====== INPUT

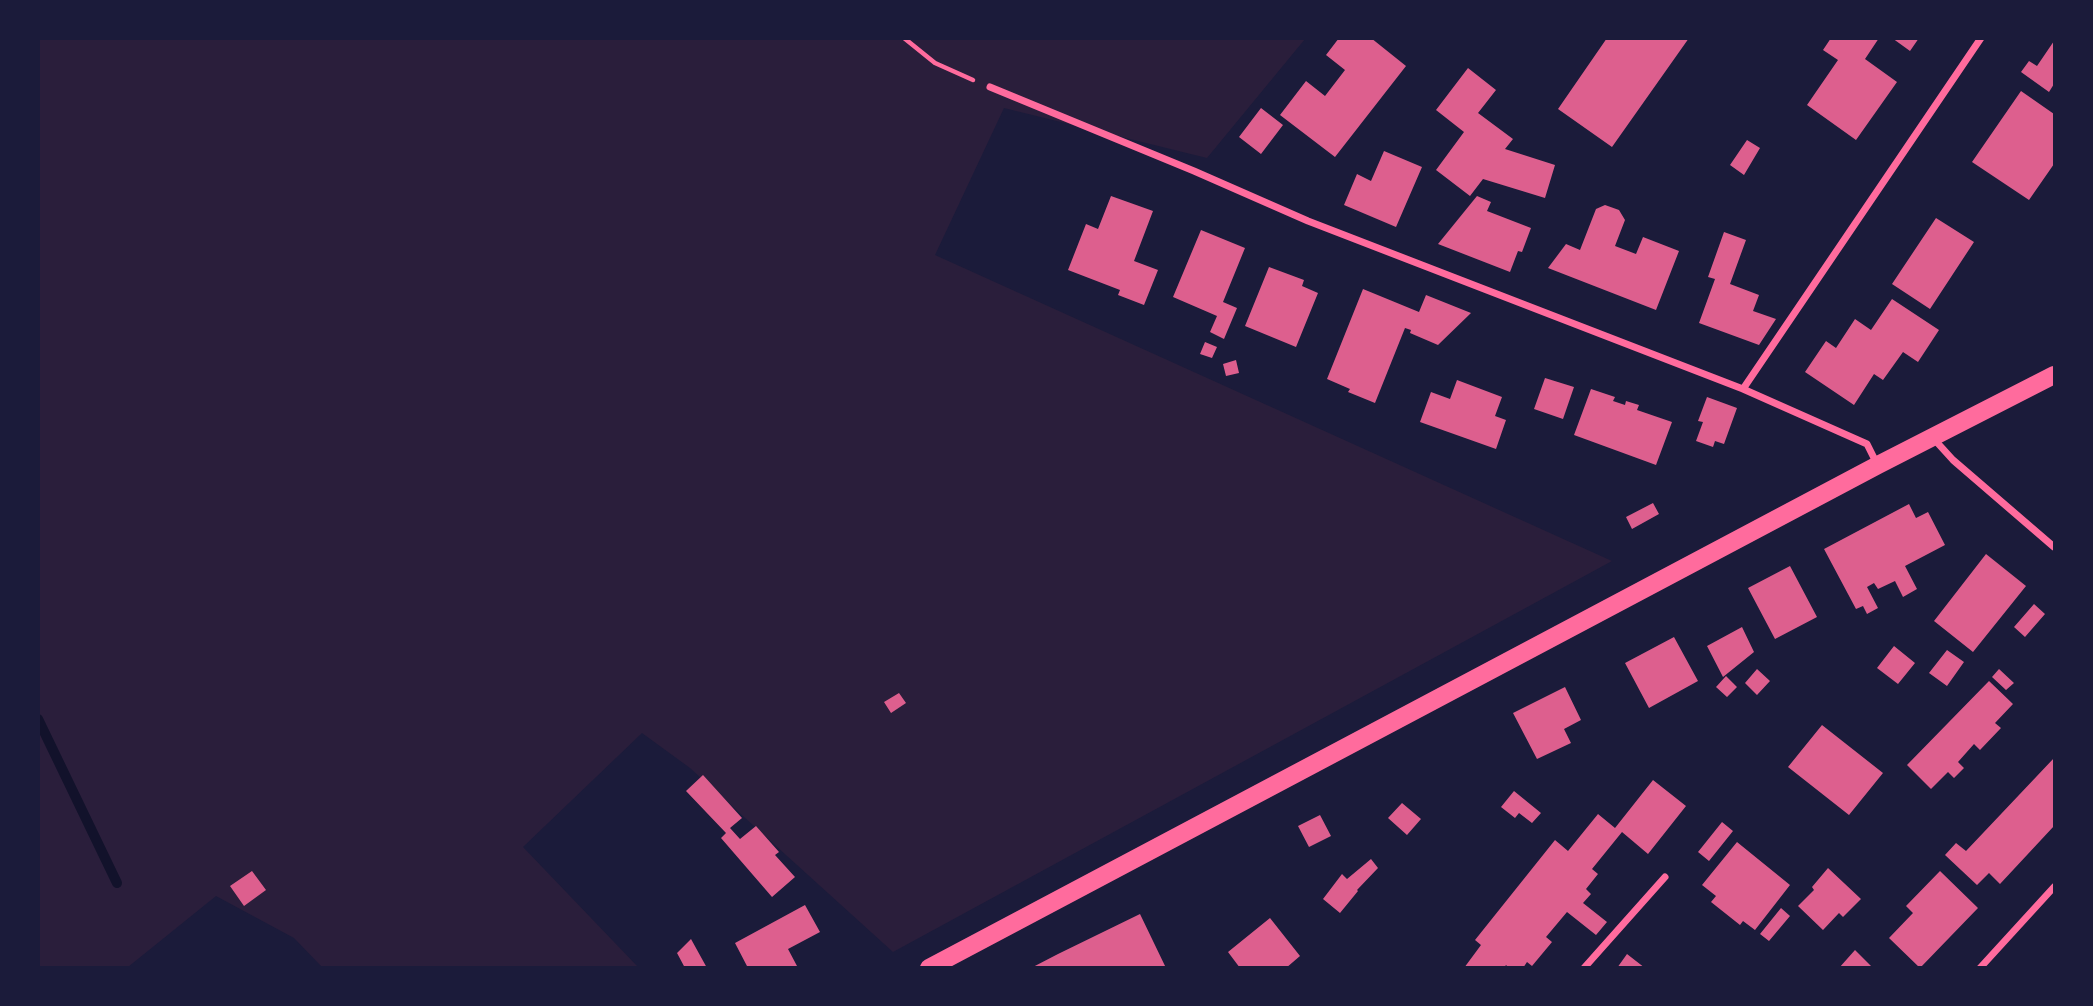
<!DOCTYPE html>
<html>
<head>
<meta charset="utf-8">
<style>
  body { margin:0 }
  #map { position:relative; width:2093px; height:1006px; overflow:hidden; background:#1b1b3a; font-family:"Alegreya Sans",sans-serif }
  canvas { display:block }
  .frame { position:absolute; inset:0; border:40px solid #1b1b3a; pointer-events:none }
</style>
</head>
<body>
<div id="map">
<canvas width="2093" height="1006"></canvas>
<div class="frame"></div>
</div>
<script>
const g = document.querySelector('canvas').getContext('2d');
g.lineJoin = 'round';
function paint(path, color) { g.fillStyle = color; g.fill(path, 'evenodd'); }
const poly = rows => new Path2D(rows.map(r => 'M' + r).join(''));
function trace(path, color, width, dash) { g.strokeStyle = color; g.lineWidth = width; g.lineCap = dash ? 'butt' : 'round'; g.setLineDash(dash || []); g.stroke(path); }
paint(poly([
  [38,39,1305,39,1207,158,1004,108,935,255,1612,561,893,952,690,768,642,733,523,847,638,967,322,967,294,938,216,896,128,967,39,967]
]), '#2a1e3b');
trace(poly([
  [38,719,117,883]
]), '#12122b', 10);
paint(poly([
  [1339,38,1371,38,1406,66,1335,157,1280,115,1306,81,1325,96,1345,70,1326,55],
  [1607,38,1689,38,1612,147,1558,109],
  [1831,38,1879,38,1865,59,1897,82,1856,140,1807,105,1838,60,1823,50],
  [1892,38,1919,38,1910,51],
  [2054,41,2054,84,2049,92,2021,72,2029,61,2037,66],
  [1468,68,1496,90,1478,113,1513,139,1505,149,1555,165,1545,198,1483,179,1470,196,1436,170,1464,132,1436,110],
  [2021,91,2054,114,2054,164,2029,200,1972,162],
  [1261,108,1283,125,1261,154,1239,137],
  [1747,140,1760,148,1744,175,1730,165],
  [1384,151,1422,167,1396,227,1344,205,1357,174,1371,181],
  [1111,196,1153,211,1134,261,1158,270,1144,305,1118,295,1120,290,1068,270,1086,224,1098,229],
  [1477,196,1491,202,1487,211,1531,228,1522,252,1518,251,1510,272,1438,244],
  [1605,205,1619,210,1625,220,1615,246,1636,254,1643,237,1679,251,1656,310,1548,268,1566,244,1580,250,1596,209],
  [1936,218,1974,242,1930,309,1892,284],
  [1201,230,1245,248,1223,302,1237,308,1224,339,1210,332,1217,316,1173,297],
  [1724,232,1746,240,1730,284,1759,295,1753,311,1776,319,1759,345,1699,323,1715,279,1708,277],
  [1269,267,1304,280,1302,286,1318,293,1296,347,1245,326],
  [1363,289,1419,312,1426,295,1471,313,1438,345,1410,333,1411,330,1405,328,1375,403,1348,392,1350,389,1327,379],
  [1892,299,1939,330,1918,362,1903,352,1883,380,1874,374,1854,405,1805,372,1826,341,1836,348,1855,319,1871,330],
  [1205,342,1217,347,1212,358,1200,354],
  [1236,360,1239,373,1226,376,1223,364],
  [1545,378,1574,387,1563,419,1534,409],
  [1457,380,1502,397,1495,416,1506,420,1496,449,1420,422,1431,392,1450,399],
  [1591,389,1615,397,1613,401,1625,405,1626,401,1639,405,1637,410,1672,422,1656,465,1574,435],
  [1707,397,1737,408,1724,444,1715,441,1713,447,1696,441,1703,422,1698,421],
  [1653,503,1659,514,1632,529,1626,517],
  [1909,504,1916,518,1928,512,1945,545,1905,566,1917,589,1903,597,1895,581,1878,589,1874,583,1867,587,1878,608,1867,614,1863,606,1856,609,1824,549],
  [1986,554,2026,586,1973,652,1934,621],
  [1790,566,1817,617,1775,639,1748,588],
  [2034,604,2045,614,2025,637,2014,627],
  [1742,627,1754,652,1723,677,1707,646],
  [1674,637,1698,681,1649,708,1625,663],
  [1894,646,1915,663,1898,684,1877,668],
  [1947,650,1964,662,1947,686,1929,673],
  [1757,669,1770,681,1757,695,1745,683],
  [1999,669,2014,683,2006,690,1992,677],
  [1726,676,1737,687,1727,697,1716,687],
  [1989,681,2013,704,1995,723,2001,728,1980,750,1974,744,1958,762,1964,768,1954,778,1948,772,1931,789,1907,765],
  [1565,687,1581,720,1564,729,1571,743,1537,759,1513,713],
  [899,693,906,703,891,713,884,702],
  [1822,725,1883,773,1849,815,1788,767],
  [2054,758,2054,826,2000,884,1989,873,1977,885,1945,855,1956,843,1966,851],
  [703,775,742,818,730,828,740,839,756,826,779,852,775,855,795,877,772,897,721,838,726,833,686,791],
  [1653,780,1686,806,1648,854,1622,832,1592,869,1598,874,1586,889,1591,894,1583,903,1607,922,1596,935,1567,912,1546,937,1552,942,1532,966,1527,962,1523,968,1509,968,1506,965,1504,968,1464,968,1481,945,1475,940,1555,840,1568,851,1598,814,1615,828],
  [1514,791,1541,813,1532,823,1519,813,1515,818,1501,807],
  [1402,803,1421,819,1407,835,1388,818],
  [1320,815,1331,836,1309,847,1298,826],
  [1722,822,1733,831,1709,861,1698,852],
  [1737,842,1790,885,1755,930,1743,921,1740,925,1711,902,1716,896,1702,885],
  [1371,859,1378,868,1357,890,1358,891,1340,913,1323,899,1342,874,1347,879],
  [1828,868,1861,899,1843,917,1839,913,1823,930,1798,906,1814,890,1812,887],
  [252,871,266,890,244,906,230,886],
  [1940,871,1978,908,1920,968,1889,938,1913,913,1906,906],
  [805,905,820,932,788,949,797,966,748,968,735,943],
  [1781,908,1790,916,1769,941,1760,934],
  [1140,914,1166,968,1031,968,1058,954],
  [1270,918,1300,956,1286,968,1240,968,1228,952],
  [691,939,707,968,685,968,677,953],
  [1855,950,1873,968,1839,968],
  [1627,954,1645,968,1617,968]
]), '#dd5f8e');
trace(poly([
  [904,38,935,63,973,80]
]), '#ff6b9d', 4.5);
trace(poly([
  [990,87,1194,171,1308,221,1743,389,1867,444,1877,464],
  [1743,389,1981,38],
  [1933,438,1953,460,2054,547],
  [1584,968,1665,877],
  [1980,968,2054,887]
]), '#ff6b9d', 7);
trace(poly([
  [929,968,1878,465,2054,375]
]), '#ff6b9d', 18);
</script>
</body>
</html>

============

• DIRECTIONS FOR THIS TASK:
Tally the lines above containing "const"; give only the number.

• TASK RESPONSE:
2